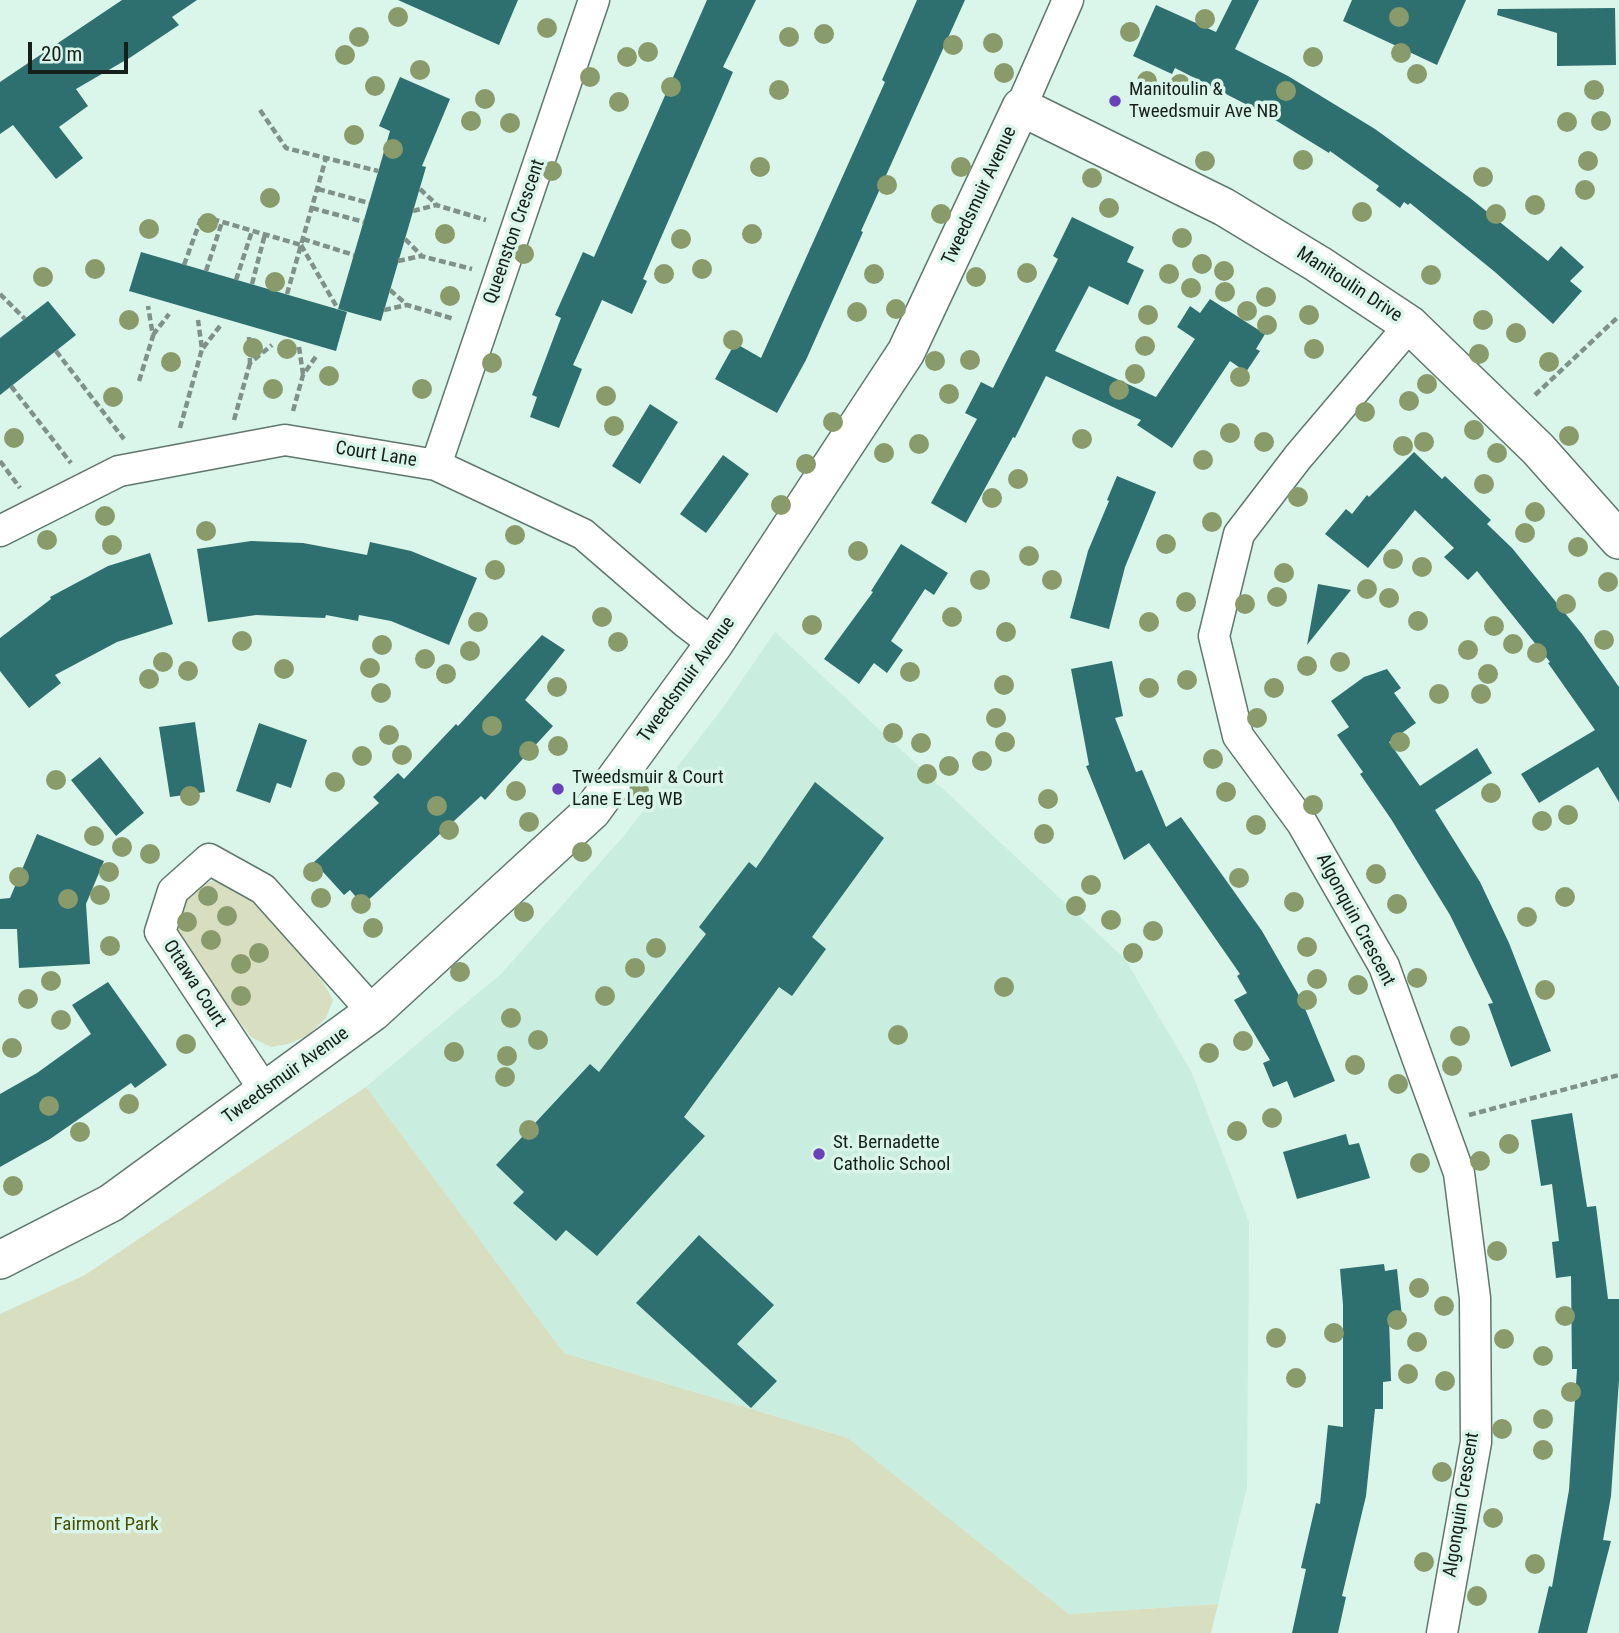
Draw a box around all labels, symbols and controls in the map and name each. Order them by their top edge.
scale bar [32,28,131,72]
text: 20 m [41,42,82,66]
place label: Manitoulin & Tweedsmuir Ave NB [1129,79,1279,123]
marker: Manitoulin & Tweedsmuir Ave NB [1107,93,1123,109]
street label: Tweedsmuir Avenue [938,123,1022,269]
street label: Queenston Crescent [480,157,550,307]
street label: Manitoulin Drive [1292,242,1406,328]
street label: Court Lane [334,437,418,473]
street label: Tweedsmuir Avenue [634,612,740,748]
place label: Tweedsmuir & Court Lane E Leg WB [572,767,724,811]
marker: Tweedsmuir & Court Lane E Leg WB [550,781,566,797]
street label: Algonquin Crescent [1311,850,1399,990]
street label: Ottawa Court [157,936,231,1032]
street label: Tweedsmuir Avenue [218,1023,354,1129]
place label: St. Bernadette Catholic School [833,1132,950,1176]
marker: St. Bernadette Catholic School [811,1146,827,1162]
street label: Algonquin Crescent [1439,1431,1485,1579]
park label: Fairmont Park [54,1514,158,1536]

> _ABOUT THIS TASK_:
Each line in the data that holds the string "Catholic" must be returned.

> _ANSWER FOR THIS EXERCISE_:
place label: St. Bernadette Catholic School [833,1132,950,1176]
marker: St. Bernadette Catholic School [811,1146,827,1162]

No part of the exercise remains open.